▶ **Instructions to follow**: Report how many lines of the data below contain "serif". Give nothing besides the number.

▶ **Records to use**:
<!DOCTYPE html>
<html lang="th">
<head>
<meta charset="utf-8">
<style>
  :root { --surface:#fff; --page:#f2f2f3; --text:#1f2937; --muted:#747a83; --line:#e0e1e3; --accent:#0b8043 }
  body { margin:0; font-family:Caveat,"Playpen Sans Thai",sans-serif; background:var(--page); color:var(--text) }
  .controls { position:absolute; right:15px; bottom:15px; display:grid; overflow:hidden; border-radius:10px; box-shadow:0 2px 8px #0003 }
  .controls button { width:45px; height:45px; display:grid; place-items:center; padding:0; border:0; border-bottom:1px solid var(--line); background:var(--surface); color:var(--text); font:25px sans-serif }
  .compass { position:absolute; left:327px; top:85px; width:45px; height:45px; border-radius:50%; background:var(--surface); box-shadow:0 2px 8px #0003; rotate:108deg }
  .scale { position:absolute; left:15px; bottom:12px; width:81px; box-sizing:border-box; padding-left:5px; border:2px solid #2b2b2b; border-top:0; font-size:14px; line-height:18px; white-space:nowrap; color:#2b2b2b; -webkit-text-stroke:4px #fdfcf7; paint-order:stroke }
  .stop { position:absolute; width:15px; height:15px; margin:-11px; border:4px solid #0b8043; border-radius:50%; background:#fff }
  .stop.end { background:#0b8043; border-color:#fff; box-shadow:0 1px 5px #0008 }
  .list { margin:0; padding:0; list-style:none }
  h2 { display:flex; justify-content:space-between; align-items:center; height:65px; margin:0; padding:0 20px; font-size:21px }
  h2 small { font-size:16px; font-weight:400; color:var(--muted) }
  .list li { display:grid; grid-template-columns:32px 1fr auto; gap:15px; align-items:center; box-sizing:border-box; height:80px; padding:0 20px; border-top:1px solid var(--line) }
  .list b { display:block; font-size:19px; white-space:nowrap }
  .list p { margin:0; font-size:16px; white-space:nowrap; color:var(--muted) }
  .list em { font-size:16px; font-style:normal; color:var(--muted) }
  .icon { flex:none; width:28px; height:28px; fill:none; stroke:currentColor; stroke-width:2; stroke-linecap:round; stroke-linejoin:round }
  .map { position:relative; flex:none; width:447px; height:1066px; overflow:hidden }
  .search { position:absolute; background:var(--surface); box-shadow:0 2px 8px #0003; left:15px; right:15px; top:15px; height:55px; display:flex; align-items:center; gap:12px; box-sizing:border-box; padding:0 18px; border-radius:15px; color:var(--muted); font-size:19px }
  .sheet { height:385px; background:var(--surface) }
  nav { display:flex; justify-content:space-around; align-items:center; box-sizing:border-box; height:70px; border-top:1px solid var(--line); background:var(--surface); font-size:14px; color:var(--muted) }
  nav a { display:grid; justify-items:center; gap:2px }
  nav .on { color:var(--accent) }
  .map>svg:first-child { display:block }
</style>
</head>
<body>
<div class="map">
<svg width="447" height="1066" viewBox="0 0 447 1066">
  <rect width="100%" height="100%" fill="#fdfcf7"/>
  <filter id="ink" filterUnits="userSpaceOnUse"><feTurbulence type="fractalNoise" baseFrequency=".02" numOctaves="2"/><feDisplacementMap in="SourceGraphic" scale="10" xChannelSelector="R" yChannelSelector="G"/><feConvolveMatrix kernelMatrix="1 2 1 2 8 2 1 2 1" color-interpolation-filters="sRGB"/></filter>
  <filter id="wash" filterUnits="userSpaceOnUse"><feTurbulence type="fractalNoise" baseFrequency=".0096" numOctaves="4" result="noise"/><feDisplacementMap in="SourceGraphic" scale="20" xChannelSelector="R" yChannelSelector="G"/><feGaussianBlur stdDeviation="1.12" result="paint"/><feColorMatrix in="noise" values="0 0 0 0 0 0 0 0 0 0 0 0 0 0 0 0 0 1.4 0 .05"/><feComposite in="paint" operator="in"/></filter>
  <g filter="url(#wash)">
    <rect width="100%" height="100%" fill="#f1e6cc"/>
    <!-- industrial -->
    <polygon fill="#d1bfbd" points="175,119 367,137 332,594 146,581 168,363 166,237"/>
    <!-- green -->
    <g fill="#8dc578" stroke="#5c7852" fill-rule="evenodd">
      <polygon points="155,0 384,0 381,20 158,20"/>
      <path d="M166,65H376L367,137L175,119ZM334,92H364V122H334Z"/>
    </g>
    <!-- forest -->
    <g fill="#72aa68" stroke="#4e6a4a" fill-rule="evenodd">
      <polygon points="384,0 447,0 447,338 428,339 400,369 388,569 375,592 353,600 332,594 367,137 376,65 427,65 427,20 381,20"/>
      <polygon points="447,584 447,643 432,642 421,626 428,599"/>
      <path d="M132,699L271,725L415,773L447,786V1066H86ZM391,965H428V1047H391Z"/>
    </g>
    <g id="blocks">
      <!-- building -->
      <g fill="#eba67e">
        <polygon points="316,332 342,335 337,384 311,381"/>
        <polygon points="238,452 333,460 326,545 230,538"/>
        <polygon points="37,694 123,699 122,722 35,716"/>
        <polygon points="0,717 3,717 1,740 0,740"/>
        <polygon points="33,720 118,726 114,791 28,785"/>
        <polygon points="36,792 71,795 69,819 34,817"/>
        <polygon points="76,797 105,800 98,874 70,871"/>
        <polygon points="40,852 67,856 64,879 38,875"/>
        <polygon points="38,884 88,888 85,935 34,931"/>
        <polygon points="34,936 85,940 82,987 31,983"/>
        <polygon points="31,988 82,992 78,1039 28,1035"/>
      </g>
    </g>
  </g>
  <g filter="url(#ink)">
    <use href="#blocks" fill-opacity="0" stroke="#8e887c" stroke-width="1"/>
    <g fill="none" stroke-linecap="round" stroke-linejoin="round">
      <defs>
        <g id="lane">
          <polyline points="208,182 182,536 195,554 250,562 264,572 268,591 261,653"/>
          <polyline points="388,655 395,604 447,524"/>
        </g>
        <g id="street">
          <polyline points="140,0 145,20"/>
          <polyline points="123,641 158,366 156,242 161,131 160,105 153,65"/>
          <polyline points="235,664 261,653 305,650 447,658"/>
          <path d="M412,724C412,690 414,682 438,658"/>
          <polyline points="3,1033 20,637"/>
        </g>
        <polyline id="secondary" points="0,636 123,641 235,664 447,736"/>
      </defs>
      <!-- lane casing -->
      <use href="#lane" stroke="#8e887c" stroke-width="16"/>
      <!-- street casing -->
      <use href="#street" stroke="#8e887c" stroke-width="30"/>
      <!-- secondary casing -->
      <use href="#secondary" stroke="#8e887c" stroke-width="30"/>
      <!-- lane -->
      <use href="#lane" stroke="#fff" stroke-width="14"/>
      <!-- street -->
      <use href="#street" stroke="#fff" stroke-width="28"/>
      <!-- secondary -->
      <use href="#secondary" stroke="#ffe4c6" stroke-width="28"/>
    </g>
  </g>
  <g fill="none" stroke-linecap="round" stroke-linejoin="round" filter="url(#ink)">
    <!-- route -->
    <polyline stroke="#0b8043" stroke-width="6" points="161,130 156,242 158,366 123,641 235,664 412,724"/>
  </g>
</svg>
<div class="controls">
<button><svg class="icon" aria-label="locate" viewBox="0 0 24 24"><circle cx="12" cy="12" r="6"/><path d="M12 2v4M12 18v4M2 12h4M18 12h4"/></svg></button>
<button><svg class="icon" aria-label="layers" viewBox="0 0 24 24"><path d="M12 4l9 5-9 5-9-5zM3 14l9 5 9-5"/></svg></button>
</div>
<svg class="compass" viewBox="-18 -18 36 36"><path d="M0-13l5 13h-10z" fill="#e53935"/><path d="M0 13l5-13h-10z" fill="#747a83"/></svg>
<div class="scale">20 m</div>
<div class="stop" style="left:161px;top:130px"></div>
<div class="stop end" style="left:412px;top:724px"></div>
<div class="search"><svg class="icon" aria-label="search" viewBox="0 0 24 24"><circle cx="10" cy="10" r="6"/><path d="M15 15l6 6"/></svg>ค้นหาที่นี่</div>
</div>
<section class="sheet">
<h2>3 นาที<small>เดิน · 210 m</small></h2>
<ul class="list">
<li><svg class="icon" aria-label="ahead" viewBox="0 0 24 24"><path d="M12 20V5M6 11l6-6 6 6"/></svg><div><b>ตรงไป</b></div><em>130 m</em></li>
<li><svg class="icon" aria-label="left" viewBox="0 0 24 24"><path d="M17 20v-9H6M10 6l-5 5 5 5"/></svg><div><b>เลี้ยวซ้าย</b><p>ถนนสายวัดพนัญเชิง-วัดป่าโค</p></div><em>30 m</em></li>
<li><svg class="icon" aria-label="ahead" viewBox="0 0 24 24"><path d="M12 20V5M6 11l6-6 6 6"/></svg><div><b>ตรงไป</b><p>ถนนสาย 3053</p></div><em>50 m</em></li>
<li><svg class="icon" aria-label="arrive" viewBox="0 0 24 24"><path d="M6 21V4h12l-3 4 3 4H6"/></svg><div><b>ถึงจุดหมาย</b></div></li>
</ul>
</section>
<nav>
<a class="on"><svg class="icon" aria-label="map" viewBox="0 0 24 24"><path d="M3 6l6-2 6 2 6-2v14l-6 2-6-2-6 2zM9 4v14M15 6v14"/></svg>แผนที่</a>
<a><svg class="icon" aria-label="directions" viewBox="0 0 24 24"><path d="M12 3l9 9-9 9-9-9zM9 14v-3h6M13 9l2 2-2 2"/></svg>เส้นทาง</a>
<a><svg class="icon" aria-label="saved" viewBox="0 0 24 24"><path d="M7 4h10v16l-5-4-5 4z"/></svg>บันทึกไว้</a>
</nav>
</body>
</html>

▶ **Response for this exercise**: 2